## Collected data:
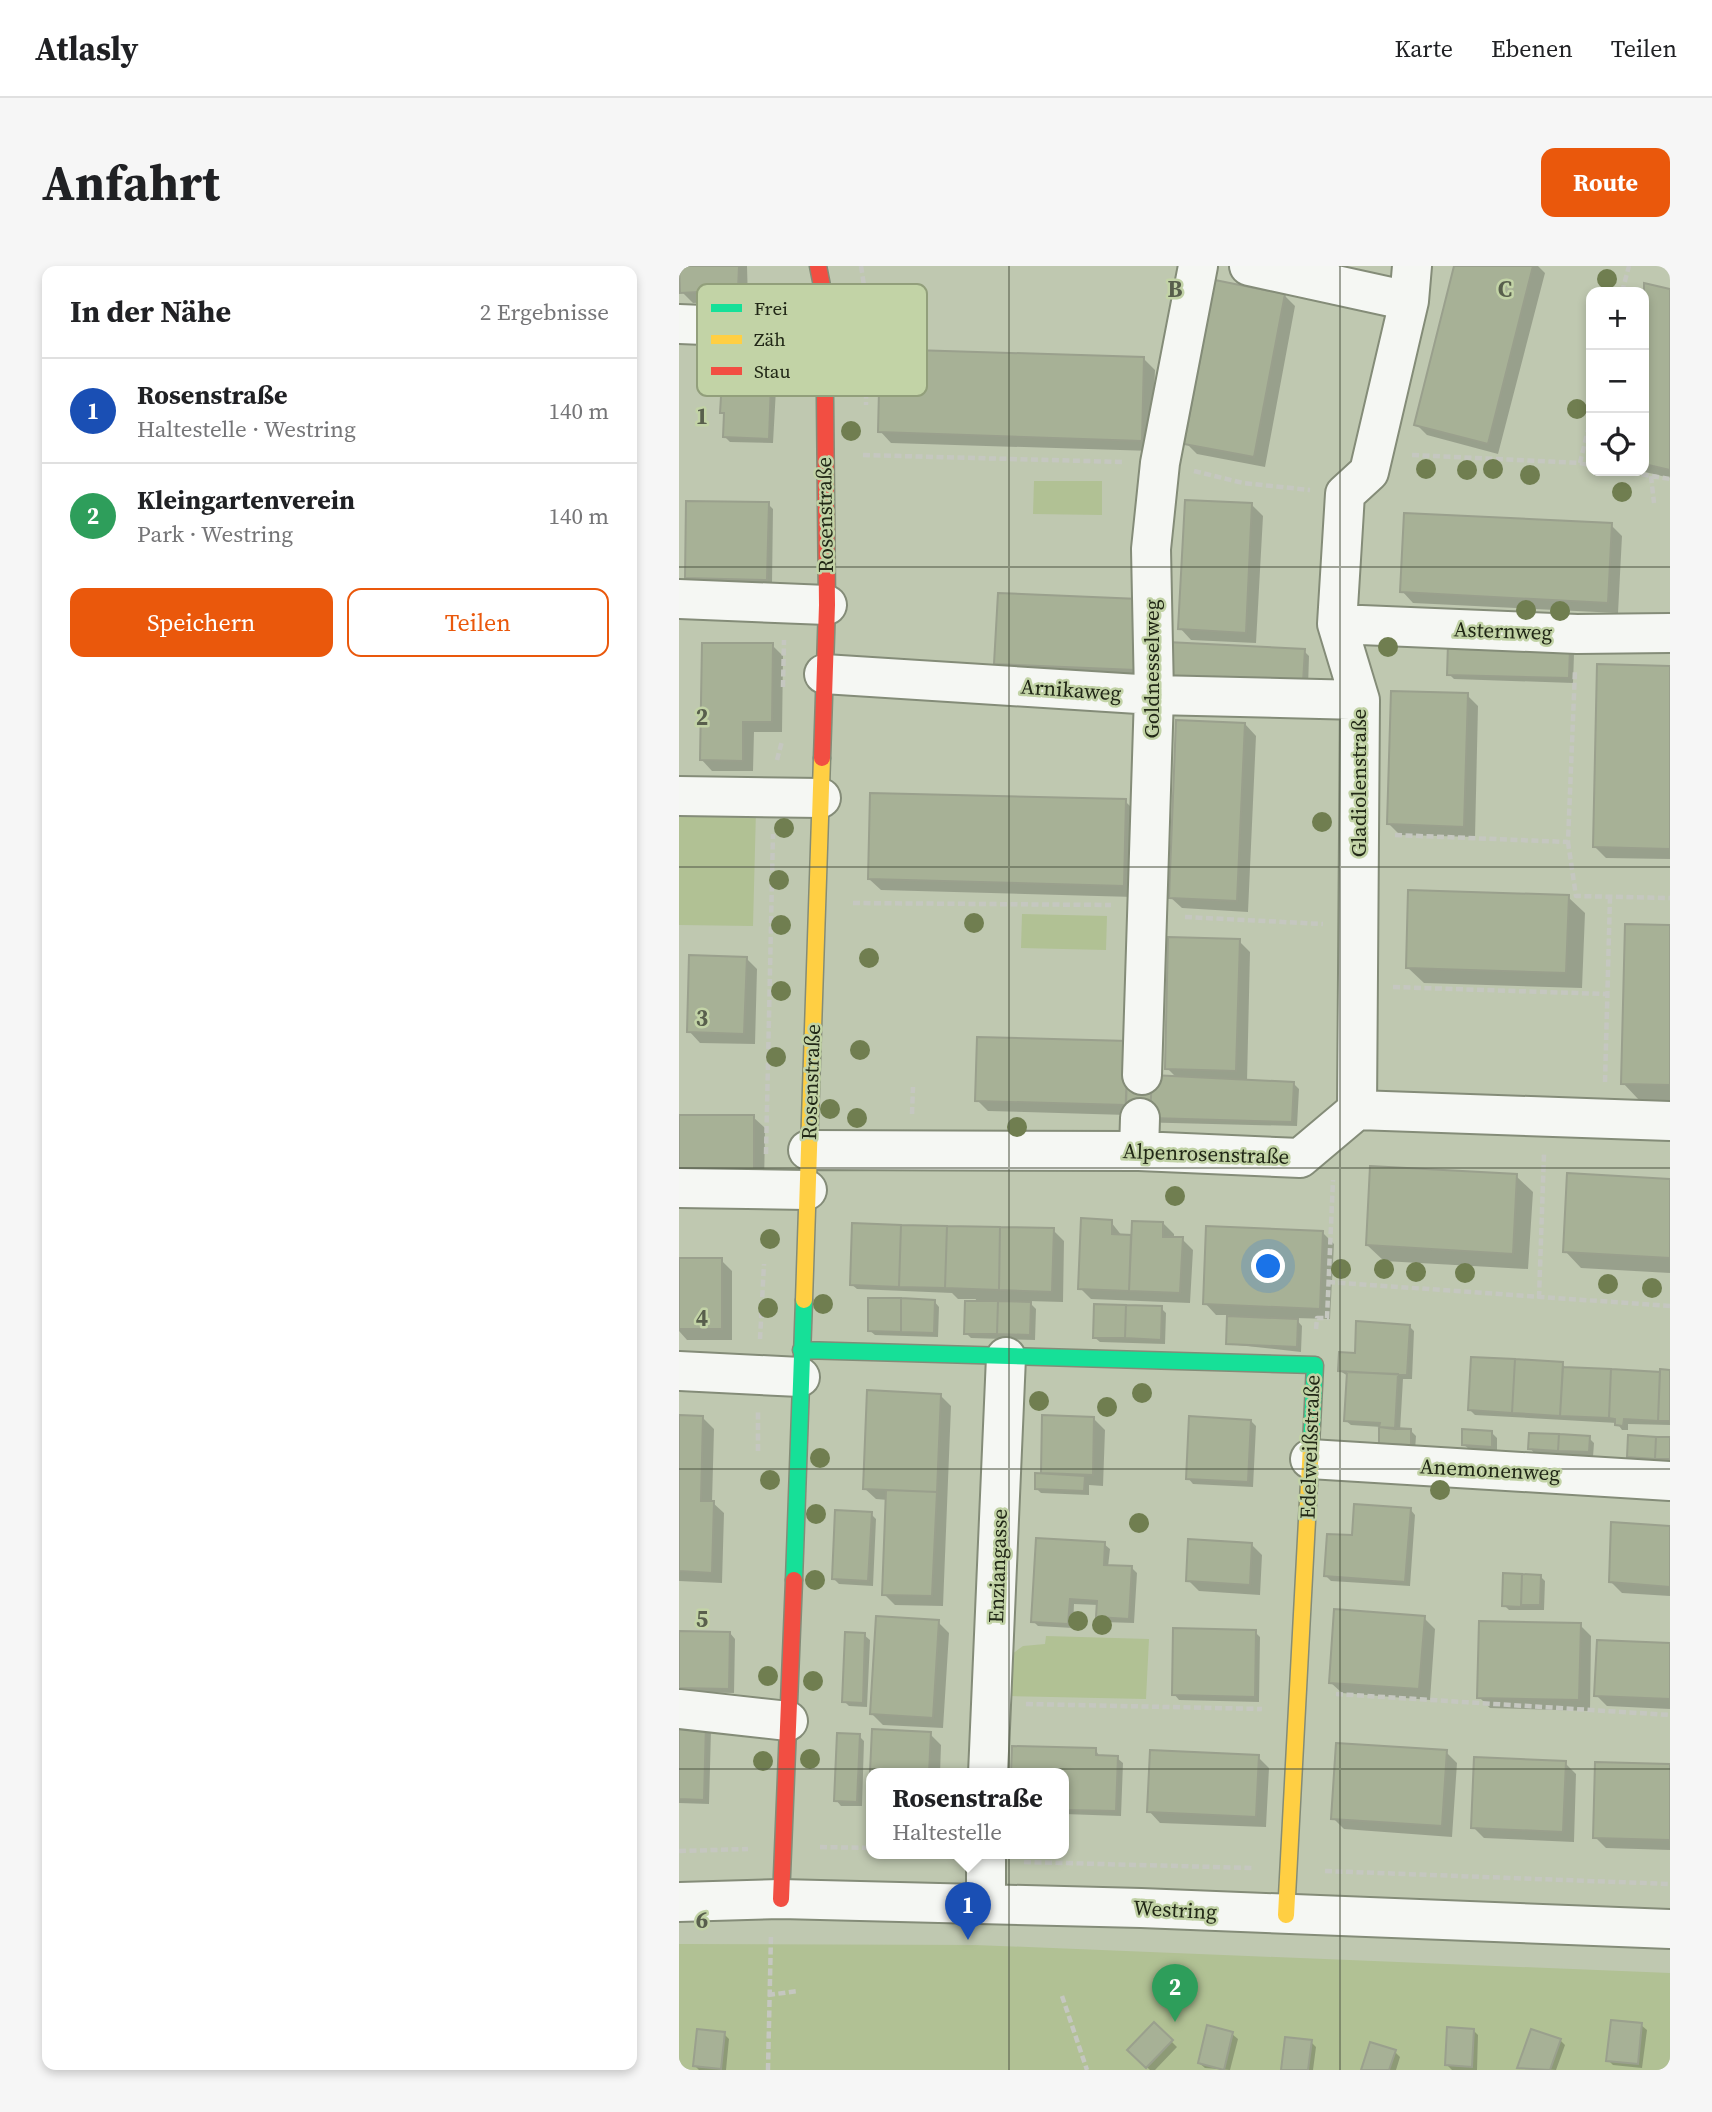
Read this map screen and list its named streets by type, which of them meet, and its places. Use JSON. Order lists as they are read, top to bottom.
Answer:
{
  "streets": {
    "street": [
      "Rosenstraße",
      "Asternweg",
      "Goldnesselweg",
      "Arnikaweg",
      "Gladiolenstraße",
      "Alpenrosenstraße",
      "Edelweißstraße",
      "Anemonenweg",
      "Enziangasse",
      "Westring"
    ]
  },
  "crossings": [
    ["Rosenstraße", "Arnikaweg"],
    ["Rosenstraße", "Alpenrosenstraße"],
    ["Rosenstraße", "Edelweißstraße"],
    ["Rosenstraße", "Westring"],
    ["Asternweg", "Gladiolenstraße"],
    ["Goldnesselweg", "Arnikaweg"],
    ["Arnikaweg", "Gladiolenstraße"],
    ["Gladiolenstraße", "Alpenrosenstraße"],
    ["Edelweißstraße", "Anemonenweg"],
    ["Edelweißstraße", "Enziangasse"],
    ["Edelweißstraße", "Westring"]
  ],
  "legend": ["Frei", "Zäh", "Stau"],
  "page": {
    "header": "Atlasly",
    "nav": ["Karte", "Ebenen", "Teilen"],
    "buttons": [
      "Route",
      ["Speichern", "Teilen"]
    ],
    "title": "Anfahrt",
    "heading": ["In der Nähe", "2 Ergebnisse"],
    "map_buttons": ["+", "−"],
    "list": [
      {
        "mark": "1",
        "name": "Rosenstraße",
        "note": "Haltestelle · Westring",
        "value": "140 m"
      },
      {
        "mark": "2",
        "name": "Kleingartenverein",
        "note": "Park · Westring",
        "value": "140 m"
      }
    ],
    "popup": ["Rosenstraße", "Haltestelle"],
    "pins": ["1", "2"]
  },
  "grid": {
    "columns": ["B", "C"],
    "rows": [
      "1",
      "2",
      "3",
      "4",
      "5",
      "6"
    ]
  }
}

## Your task:
Every line in the records is to be retyped exactly as it stands; the pictures stay out.

## Answer area:
Read this map screen and list its named streets by type, which of them meet, and its places. Use JSON. Order lists as they are read, top to bottom.
Answer:
{
  "streets": {
    "street": [
      "Rosenstraße",
      "Asternweg",
      "Goldnesselweg",
      "Arnikaweg",
      "Gladiolenstraße",
      "Alpenrosenstraße",
      "Edelweißstraße",
      "Anemonenweg",
      "Enziangasse",
      "Westring"
    ]
  },
  "crossings": [
    ["Rosenstraße", "Arnikaweg"],
    ["Rosenstraße", "Alpenrosenstraße"],
    ["Rosenstraße", "Edelweißstraße"],
    ["Rosenstraße", "Westring"],
    ["Asternweg", "Gladiolenstraße"],
    ["Goldnesselweg", "Arnikaweg"],
    ["Arnikaweg", "Gladiolenstraße"],
    ["Gladiolenstraße", "Alpenrosenstraße"],
    ["Edelweißstraße", "Anemonenweg"],
    ["Edelweißstraße", "Enziangasse"],
    ["Edelweißstraße", "Westring"]
  ],
  "legend": ["Frei", "Zäh", "Stau"],
  "page": {
    "header": "Atlasly",
    "nav": ["Karte", "Ebenen", "Teilen"],
    "buttons": [
      "Route",
      ["Speichern", "Teilen"]
    ],
    "title": "Anfahrt",
    "heading": ["In der Nähe", "2 Ergebnisse"],
    "map_buttons": ["+", "−"],
    "list": [
      {
        "mark": "1",
        "name": "Rosenstraße",
        "note": "Haltestelle · Westring",
        "value": "140 m"
      },
      {
        "mark": "2",
        "name": "Kleingartenverein",
        "note": "Park · Westring",
        "value": "140 m"
      }
    ],
    "popup": ["Rosenstraße", "Haltestelle"],
    "pins": ["1", "2"]
  },
  "grid": {
    "columns": ["B", "C"],
    "rows": [
      "1",
      "2",
      "3",
      "4",
      "5",
      "6"
    ]
  }
}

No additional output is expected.